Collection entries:

□ □ □ □ □

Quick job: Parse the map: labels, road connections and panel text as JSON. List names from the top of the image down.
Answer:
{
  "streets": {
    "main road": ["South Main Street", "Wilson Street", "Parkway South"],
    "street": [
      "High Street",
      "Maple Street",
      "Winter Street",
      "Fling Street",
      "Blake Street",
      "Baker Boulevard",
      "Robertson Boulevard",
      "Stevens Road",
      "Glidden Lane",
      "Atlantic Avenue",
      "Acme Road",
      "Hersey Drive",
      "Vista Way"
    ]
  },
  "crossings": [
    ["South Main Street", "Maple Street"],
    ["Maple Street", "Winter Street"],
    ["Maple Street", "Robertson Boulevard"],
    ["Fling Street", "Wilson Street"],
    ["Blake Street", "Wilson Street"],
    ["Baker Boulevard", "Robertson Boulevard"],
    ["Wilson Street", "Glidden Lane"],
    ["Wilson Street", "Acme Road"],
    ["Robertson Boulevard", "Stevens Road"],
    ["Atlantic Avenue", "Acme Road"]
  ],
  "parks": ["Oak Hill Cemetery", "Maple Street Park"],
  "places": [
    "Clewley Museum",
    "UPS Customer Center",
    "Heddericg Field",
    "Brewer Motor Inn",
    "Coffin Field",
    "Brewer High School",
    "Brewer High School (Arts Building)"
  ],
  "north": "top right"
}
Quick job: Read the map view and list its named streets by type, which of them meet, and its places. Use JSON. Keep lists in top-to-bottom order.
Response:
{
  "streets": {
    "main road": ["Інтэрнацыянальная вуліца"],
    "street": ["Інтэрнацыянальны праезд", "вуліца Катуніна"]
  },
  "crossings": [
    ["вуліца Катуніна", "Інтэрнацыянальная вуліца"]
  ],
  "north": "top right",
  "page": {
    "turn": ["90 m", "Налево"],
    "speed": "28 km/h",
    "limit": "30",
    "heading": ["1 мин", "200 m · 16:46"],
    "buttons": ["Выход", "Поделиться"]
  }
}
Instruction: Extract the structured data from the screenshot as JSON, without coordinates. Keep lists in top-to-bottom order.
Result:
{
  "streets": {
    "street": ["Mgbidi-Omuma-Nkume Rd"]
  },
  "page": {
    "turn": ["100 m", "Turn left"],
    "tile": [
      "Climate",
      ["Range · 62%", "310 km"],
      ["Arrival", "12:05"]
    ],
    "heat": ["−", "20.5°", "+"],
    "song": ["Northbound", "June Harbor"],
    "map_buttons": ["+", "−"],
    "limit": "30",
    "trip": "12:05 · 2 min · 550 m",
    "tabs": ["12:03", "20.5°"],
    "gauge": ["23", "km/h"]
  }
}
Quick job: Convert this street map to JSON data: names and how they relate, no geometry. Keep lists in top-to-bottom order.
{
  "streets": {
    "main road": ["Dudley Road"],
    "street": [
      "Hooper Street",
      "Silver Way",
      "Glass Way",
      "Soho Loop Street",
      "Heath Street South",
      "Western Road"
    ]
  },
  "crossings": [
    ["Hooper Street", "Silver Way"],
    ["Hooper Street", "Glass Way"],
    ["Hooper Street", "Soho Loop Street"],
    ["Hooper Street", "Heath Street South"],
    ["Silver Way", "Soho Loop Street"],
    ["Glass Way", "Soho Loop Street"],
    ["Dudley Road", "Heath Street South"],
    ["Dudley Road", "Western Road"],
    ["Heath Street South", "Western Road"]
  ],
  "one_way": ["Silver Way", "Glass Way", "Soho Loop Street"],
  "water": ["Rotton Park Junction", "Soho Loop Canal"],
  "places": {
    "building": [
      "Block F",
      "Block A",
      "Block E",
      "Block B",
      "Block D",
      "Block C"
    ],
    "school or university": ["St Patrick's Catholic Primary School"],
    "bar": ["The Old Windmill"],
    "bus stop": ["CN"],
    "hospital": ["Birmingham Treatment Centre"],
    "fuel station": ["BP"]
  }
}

□ □ □ □ □

- Exercise directions: Every record, from the first to the last, should be transcribed exactly.

- Task response:
Quick job: Parse the map: labels, road connections and panel text as JSON. List names from the top of the image down.
Answer:
{
  "streets": {
    "main road": ["South Main Street", "Wilson Street", "Parkway South"],
    "street": [
      "High Street",
      "Maple Street",
      "Winter Street",
      "Fling Street",
      "Blake Street",
      "Baker Boulevard",
      "Robertson Boulevard",
      "Stevens Road",
      "Glidden Lane",
      "Atlantic Avenue",
      "Acme Road",
      "Hersey Drive",
      "Vista Way"
    ]
  },
  "crossings": [
    ["South Main Street", "Maple Street"],
    ["Maple Street", "Winter Street"],
    ["Maple Street", "Robertson Boulevard"],
    ["Fling Street", "Wilson Street"],
    ["Blake Street", "Wilson Street"],
    ["Baker Boulevard", "Robertson Boulevard"],
    ["Wilson Street", "Glidden Lane"],
    ["Wilson Street", "Acme Road"],
    ["Robertson Boulevard", "Stevens Road"],
    ["Atlantic Avenue", "Acme Road"]
  ],
  "parks": ["Oak Hill Cemetery", "Maple Street Park"],
  "places": [
    "Clewley Museum",
    "UPS Customer Center",
    "Heddericg Field",
    "Brewer Motor Inn",
    "Coffin Field",
    "Brewer High School",
    "Brewer High School (Arts Building)"
  ],
  "north": "top right"
}
Quick job: Read the map view and list its named streets by type, which of them meet, and its places. Use JSON. Keep lists in top-to-bottom order.
Response:
{
  "streets": {
    "main road": ["Інтэрнацыянальная вуліца"],
    "street": ["Інтэрнацыянальны праезд", "вуліца Катуніна"]
  },
  "crossings": [
    ["вуліца Катуніна", "Інтэрнацыянальная вуліца"]
  ],
  "north": "top right",
  "page": {
    "turn": ["90 m", "Налево"],
    "speed": "28 km/h",
    "limit": "30",
    "heading": ["1 мин", "200 m · 16:46"],
    "buttons": ["Выход", "Поделиться"]
  }
}
Instruction: Extract the structured data from the screenshot as JSON, without coordinates. Keep lists in top-to-bottom order.
Result:
{
  "streets": {
    "street": ["Mgbidi-Omuma-Nkume Rd"]
  },
  "page": {
    "turn": ["100 m", "Turn left"],
    "tile": [
      "Climate",
      ["Range · 62%", "310 km"],
      ["Arrival", "12:05"]
    ],
    "heat": ["−", "20.5°", "+"],
    "song": ["Northbound", "June Harbor"],
    "map_buttons": ["+", "−"],
    "limit": "30",
    "trip": "12:05 · 2 min · 550 m",
    "tabs": ["12:03", "20.5°"],
    "gauge": ["23", "km/h"]
  }
}
Quick job: Convert this street map to JSON data: names and how they relate, no geometry. Keep lists in top-to-bottom order.
{
  "streets": {
    "main road": ["Dudley Road"],
    "street": [
      "Hooper Street",
      "Silver Way",
      "Glass Way",
      "Soho Loop Street",
      "Heath Street South",
      "Western Road"
    ]
  },
  "crossings": [
    ["Hooper Street", "Silver Way"],
    ["Hooper Street", "Glass Way"],
    ["Hooper Street", "Soho Loop Street"],
    ["Hooper Street", "Heath Street South"],
    ["Silver Way", "Soho Loop Street"],
    ["Glass Way", "Soho Loop Street"],
    ["Dudley Road", "Heath Street South"],
    ["Dudley Road", "Western Road"],
    ["Heath Street South", "Western Road"]
  ],
  "one_way": ["Silver Way", "Glass Way", "Soho Loop Street"],
  "water": ["Rotton Park Junction", "Soho Loop Canal"],
  "places": {
    "building": [
      "Block F",
      "Block A",
      "Block E",
      "Block B",
      "Block D",
      "Block C"
    ],
    "school or university": ["St Patrick's Catholic Primary School"],
    "bar": ["The Old Windmill"],
    "bus stop": ["CN"],
    "hospital": ["Birmingham Treatment Centre"],
    "fuel station": ["BP"]
  }
}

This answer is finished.